Patricia MERINO, Plaintiff and Appellee, v. ALBERTSONS, INC., Defendant and Appellant.
¶ 1 Defendant Albertsons, Inc. (“Albertsons”), appeals, inter alia, from the trial court's denial of Albertsons' motion for directed verdict. Because we reverse the trial court's denial of defendant's motion for directed verdict, we do not reach the other issues raised on appeal.
¶ 2 In May of 1993, plaintiff Patricia Merino slipped on a kiwi and fell while shopping in an Albertsons' produce department. Approximately one year later, Ms. Merino had another slip-and-fall accident at the same location. This time, Ms. Merino brought suit against Albertsons for personal injuries arising from the two incidents. At the conclusion of the plaintiff's case, Albertsons moved for a directed verdict against Ms. Merino. The trial court denied the motion and the jury returned a verdict in favor of Ms. Merino. Albertsons appealed the trial court's denial of its motion for directed verdict as well as several of the trial court's other rulings.

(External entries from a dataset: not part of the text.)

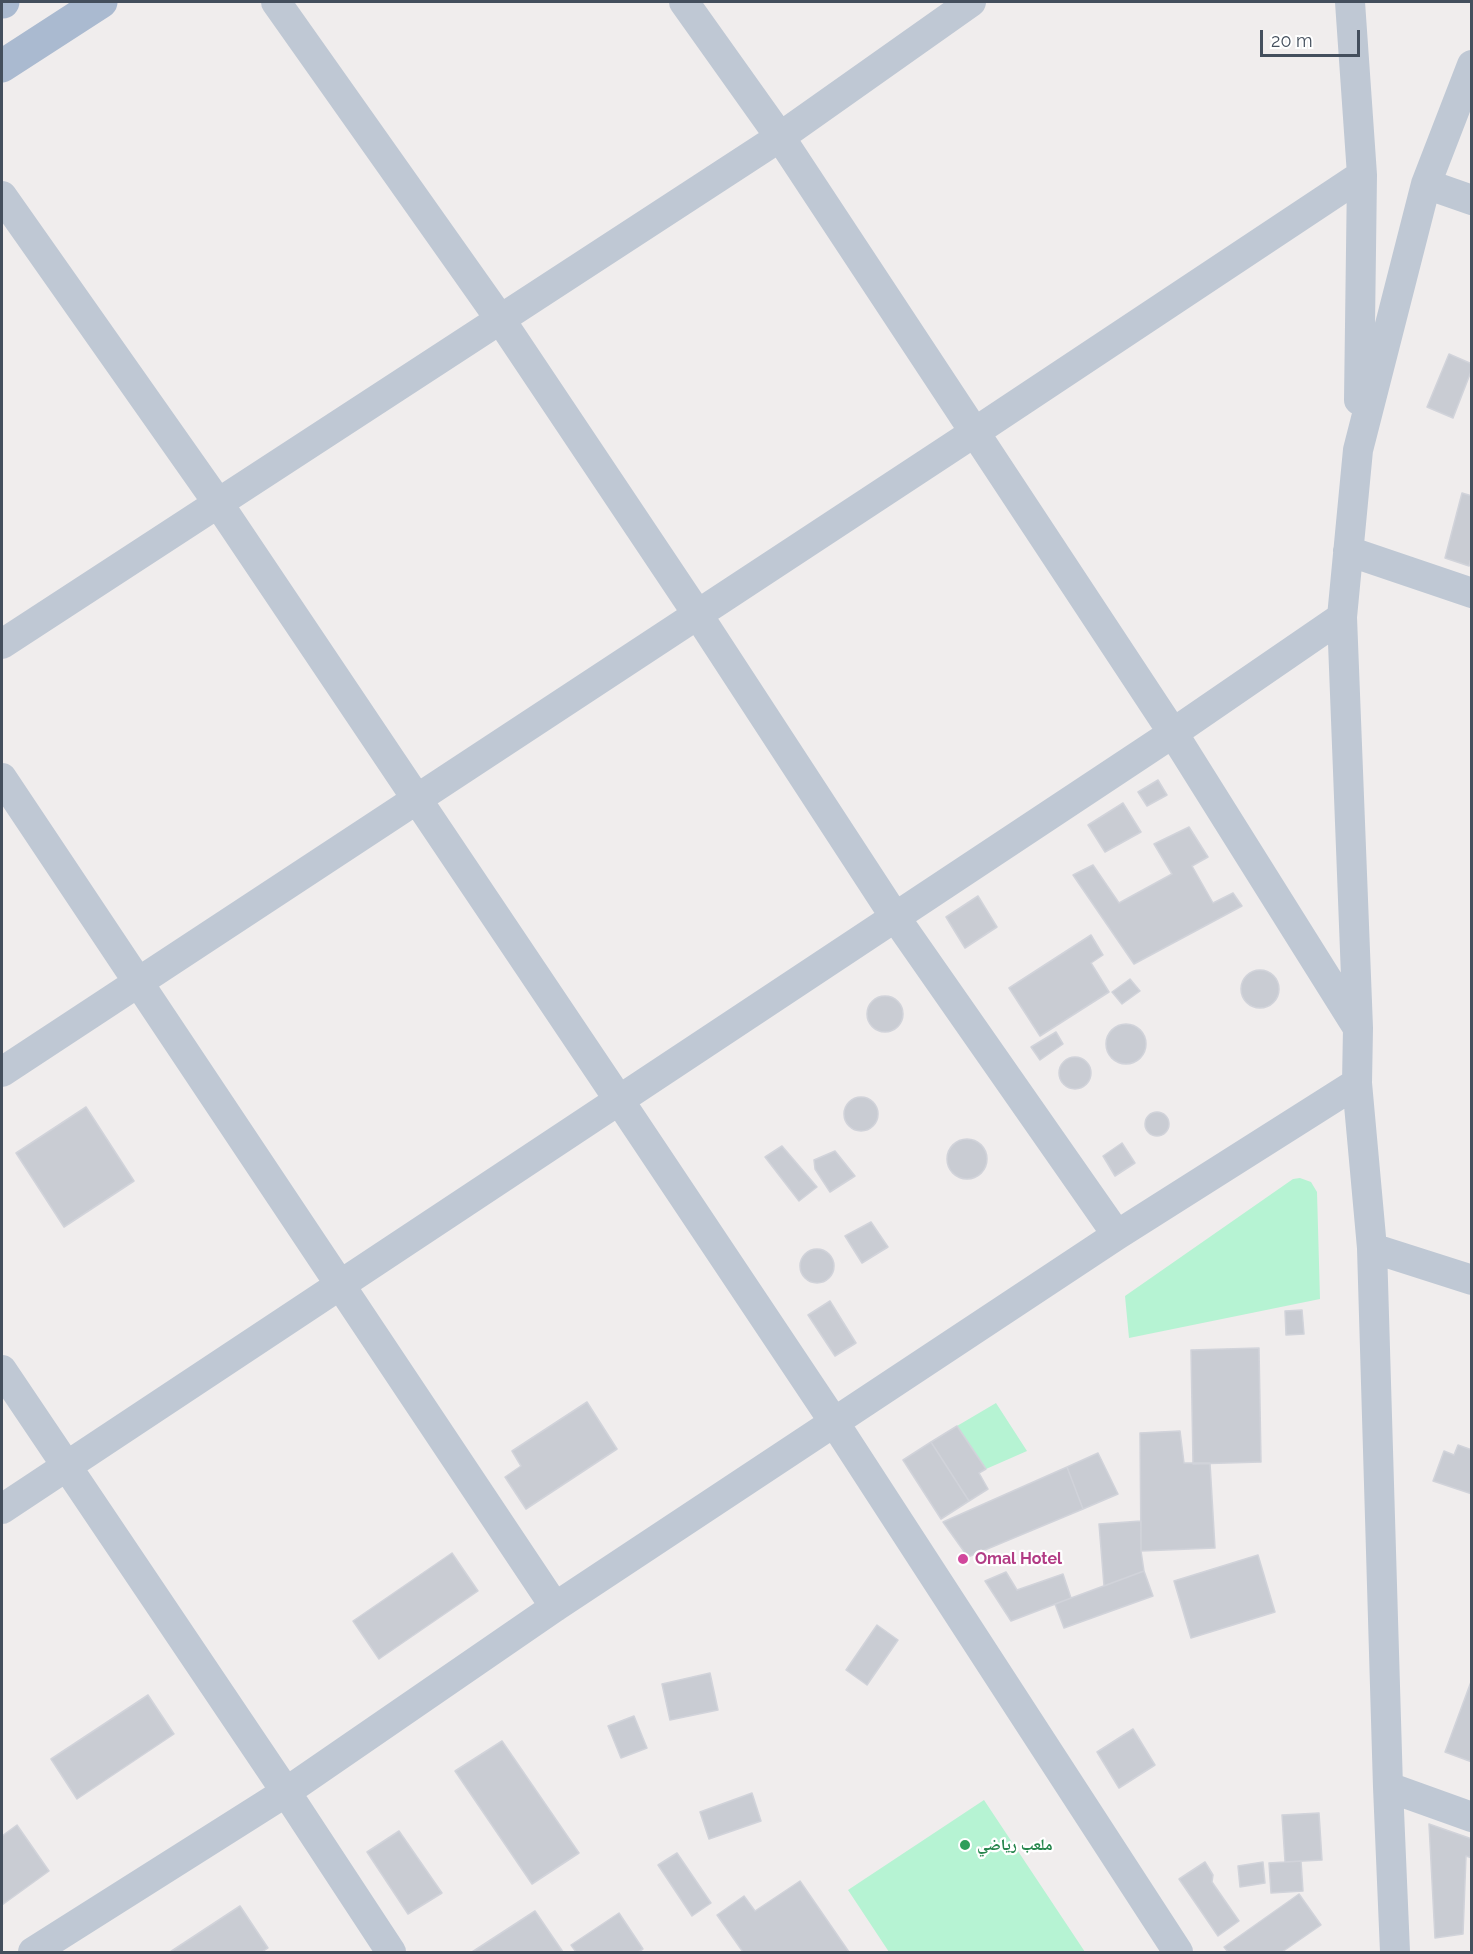 <!DOCTYPE html>
<meta charset="utf-8">
<style>
body{margin:0}
#map{position:relative;width:1473px;height:1954px;overflow:hidden;background:#f0eded;font-family:Raleway,sans-serif}
canvas{display:block}
.frame{position:absolute;inset:0;border:3px solid #444f5d;pointer-events:none}
.scale{position:absolute;left:1260px;top:30px;width:100px;height:27px;box-sizing:border-box;border:3px solid #444f5d;border-top:0;padding-left:8px;font-size:18px;line-height:21px;white-space:nowrap;color:#444f5d;-webkit-text-stroke:4px #fff;paint-order:stroke}
</style>
<div id="map">
<canvas width="1473" height="1954"></canvas>
<div class="frame"></div>
<div class="scale">20 m</div>
</div>
<script>
const g = document.querySelector('canvas').getContext('2d');
g.lineJoin = 'round';
function paint(path, color) { g.fillStyle = color; g.fill(path, 'evenodd'); }
function stroke(path, color, width, dash) { g.strokeStyle = color; g.lineWidth = width; g.lineCap = dash ? 'butt' : 'round'; g.setLineDash(dash || []); g.stroke(path); }
function write(font, color, halo, rows, align = 'center') {
  g.font = font + ' Raleway,"Noto Naskh Arabic",sans-serif'; g.lineWidth = 4.5; g.setLineDash([]); g.textBaseline = 'middle'; g.strokeStyle = halo; g.fillStyle = color; for (const [text, x, y, turn = 0] of rows) {
    g.save(); g.translate(x, y); g.rotate((+turn || 0) * Math.PI / 180); g.textAlign = isNaN(turn) ? turn : align; if (halo) g.strokeText(text, 0, 0); g.fillText(text, 0, 0); g.restore();
  }
}
paint(new Path2D(`
 M1300 1178 1311 1182 1317 1192 1320 1299 1129 1338 1125 1296 1293 1179Z
 M996 1403 1027 1451 986 1469 957 1426Z
 M984 1800 1085 1952H889L848 1890Z`), '#b6f3d3');
const building = new Path2D(`
 M1449 354 1472 364V369L1453 418 1427 407Z
 M1462 493 1472 496V555L1469 566 1445 558Z
 M1158 780 1167 795 1147 806 1138 792Z
 M1123 803 1141 832 1105 852 1088 825Z
 M1189 827 1208 857 1192 866 1213 903 1233 893 1242 906 1134 964 1073 875 1093 865 1119 903 1172 874 1154 844Z
 M978 896 997 927 965 948 946 917Z
 M1091 935 1103 955 1091 963 1109 992 1040 1036 1009 988Z
 M1241 989a19 19 0 1 1 38 0a19 19 0 1 1-38 0Z
 M1130 979 1140 991 1122 1004 1112 992Z
 M867 1014a18 18 0 1 1 36 0a18 18 0 1 1-36 0Z
 M1106 1044a20 20 0 1 1 40 0a20 20 0 1 1-40 0Z
 M1056 1032 1063 1044 1040 1060 1031 1047Z
 M1059 1073a16 16 0 1 1 32 0a16 16 0 1 1-32 0Z
 M844 1114a17 17 0 1 1 34 0a17 17 0 1 1-34 0Z
 M86 1107 134 1181 64 1227 16 1153Z
 M1145 1124a12 12 0 1 1 24 0a12 12 0 1 1-24 0Z
 M947 1159a20 20 0 1 1 40 0a20 20 0 1 1-40 0Z
 M1122 1143 1135 1163 1115 1176 1103 1156Z
 M782 1146 817 1187 799 1201 765 1157Z
 M835 1151 855 1176 830 1192 815 1169 814 1160Z
 M871 1222 888 1247 862 1263 845 1236Z
 M800 1266a17 17 0 1 1 34 0a17 17 0 1 1-34 0Z
 M830 1301 856 1343 835 1356 808 1315Z
 M1302 1310 1304 1334 1286 1335 1285 1311Z
 M1259 1348 1261 1462 1193 1464 1191 1350Z
 M587 1402 617 1449 526 1509 505 1477 521 1466 512 1451Z
 M957 1426 986 1469 979 1473 988 1489 969 1501 931 1442Z
 M1180 1431 1184 1463H1210L1215 1548 1141 1551 1140 1433Z
 M931 1442 969 1501 941 1519 903 1460Z
 M1458 1445 1472 1450V1494L1433 1481 1444 1451 1454 1455Z
 M1098 1453 1118 1494 1083 1509 1067 1467Z
 M1067 1467 1083 1509 968 1557 943 1522Z
 M1141 1521V1551L1144 1571 1104 1586 1099 1524Z
 M452 1553 478 1591 379 1659 353 1621Z
 M1258 1555 1275 1612 1191 1638 1174 1581Z
 M1144 1571 1153 1596 1064 1628 1055 1604Z
 M1006 1572 1017 1590 1063 1574 1071 1598 1011 1621 985 1581Z
 M877 1625 898 1640 867 1685 846 1670Z
 M710 1673 718 1710 670 1720 662 1684Z
 M1472 1679V1762L1445 1752Z
 M148 1695 174 1734 77 1799 51 1759Z
 M634 1716 647 1748 621 1758 608 1726Z
 M1133 1729 1155 1765 1119 1788 1097 1752Z
 M502 1741 579 1853 532 1884 455 1771Z
 M752 1793 761 1821 709 1839 700 1812Z
 M1319 1813 1322 1860 1285 1862 1282 1815Z
 M1429 1824 1472 1839V1858L1466 1856 1463 1934 1435 1938Z
 M17 1825 49 1871 2 1905V1836Z
 M399 1831 442 1893 408 1914 367 1852Z
 M677 1853 711 1903 692 1916 658 1865Z
 M1301 1861 1303 1891 1271 1893 1269 1863Z
 M1205 1862 1213 1875 1212 1882 1239 1921 1218 1936 1179 1879Z
 M1263 1862 1265 1883 1240 1887 1238 1866Z
 M800 1881 849 1952H743L717 1915 744 1896 755 1911Z
 M1299 1894 1321 1925 1282 1952H1228L1224 1947Z
 M240 1906 268 1948 262 1952H170Z
 M535 1911 563 1952H472Z
 M619 1913 643 1949 638 1952H576L571 1945Z`);
paint(building, '#c9ccd3');
stroke(building, '#d1d3da', 1.5);
stroke(new Path2D(`
 M276 2 500 319 698 615 895 917 1117 1235
 M684 2 780 137 1173 733 1356 1025
 M1350 2 1362 175 1359 400
 M1426 184 1472 200
 M2 196 218 503 619 1100 834 1422 1178 1952
 M1348 551 1472 593
 M2 644 780 137 971 2
 M2 778 555 1607
 M2 1072 975 432 1362 175
 M1372 1248 1472 1280
 M2 1370 286 1792 391 1952
 M2 1509 1173 733 1342 617
 M1388 1787 1472 1817
 M33 1952 286 1792 555 1607 1117 1235 1357 1083
 M1395 1952 1388 1787 1372 1248 1357 1083 1358 1028 1342 617 1358 450 1426 184 1472 65`), '#bfc8d4', 30);
stroke(new Path2D(`
 M2 2H3
 M2 66 101 2`), '#aabad0', 33);
for (const [x, y, r, color] of [
 [963,1559,6,"#d1479c"],
 [965,1845,6,"#2e9e5b"]
]) { const dot = new Path2D(); dot.arc(x, y, r, 0, 2 * Math.PI); g.fillStyle = color; g.fill(dot); stroke(dot, '#fff', 2); }
write('bold 16px', '#b23c85', '#fff', [
 ["Omal Hotel",975,1559]
], 'left');
write('bold 16px', '#27864d', '#fff', [
 ["ملعب رياضي",977,1845]
], 'left');
</script>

¶ 3 “This [c]ourt's standard of review of a directed verdict is the same as that imposed upon a trial court.” Management Comm. of Graystone Pines Homeowners Ass'n v. Graystone Pines, Inc., 652 P.2d 896, 898 (Utah 1982). A trial court is justified in granting a directed verdict only if, examining all evidence in a light most favorable to the non-moving party, there is no competent evidence that would support a verdict in the non-moving party's favor. See Cornia v. Wilcox, 898 P.2d 1379, 1383 (Utah 1995). A motion for directed verdict “can be granted only when the moving party is entitled to judgment as a matter of law.”
¶ 4 This is not a case of first impression, but we take this opportunity to clarify the law. We have repeatedly held that “a business owner is not a guarantor that his business invitees will not slip and fall.” Schnuphase v. Storehouse Markets, 918 P.2d 476, 478 (Utah 1996) (quoting Preston v. Lamb, 20 Utah 2d 260, 436 P.2d 1021, 1023 (1968)). Accordingly, we have recognized only two legal theories under which a plaintiff may recover against a business owner for injuries arising from a slip-and-fall accident. See id. at 478.
¶ 5 The first theory applies in cases involving an unsafe condition of a temporary nature. In these cases, liability cannot be established unless two conditions are met. First, a plaintiff must show that the business owner knew or should have known of the hazardous condition. Second, a plaintiff must show that the business owner had enough time to remedy the unsafe condition had the owner exercised reasonable care, and that the owner failed to do so.
¶ 6 The second theory giving rise to liability for slip-and-fall accidents on business premises involves unsafe conditions of a permanent nature. In such circumstances, it is not necessary for the plaintiff to show that the defendant had knowledge of the condition; notice is presumed.
¶ 7 The present case does not involve an unsafe condition of a permanent, or even semi-permanent, nature. Ms. Merino slipped on a kiwi in 1993 and then slipped on a jalapeño a year later. There is no testimony that the floor was permanently covered with fruit or vegetable debris. The testimony of plaintiff's investigator regarding the condition of the floor was gathered from some nine visits over a period of approximately two years and cannot be said to establish a permanently unsafe condition at the time of either accident.
¶ 8 In short, this is a case arising from an unsafe condition of a temporary nature. As plaintiff, Ms. Merino was required to provide evidence that Albertsons knew or should have known of the existence of the kiwi on the floor (on the first occasion) and the jalapeño on the floor (on the second). No such evidence was produced. Consequently, the trial court erred in not granting defendant's motion for a directed verdict. We reverse and direct the trial court to enter judgment for Albertsons.
DURHAM, Associate Chief Justice:
Chief Justice HOWE, Justice STEWART, Justice ZIMMERMAN, and Justice RUSSON concur in Associate Chief Justice DURHAM's opinion.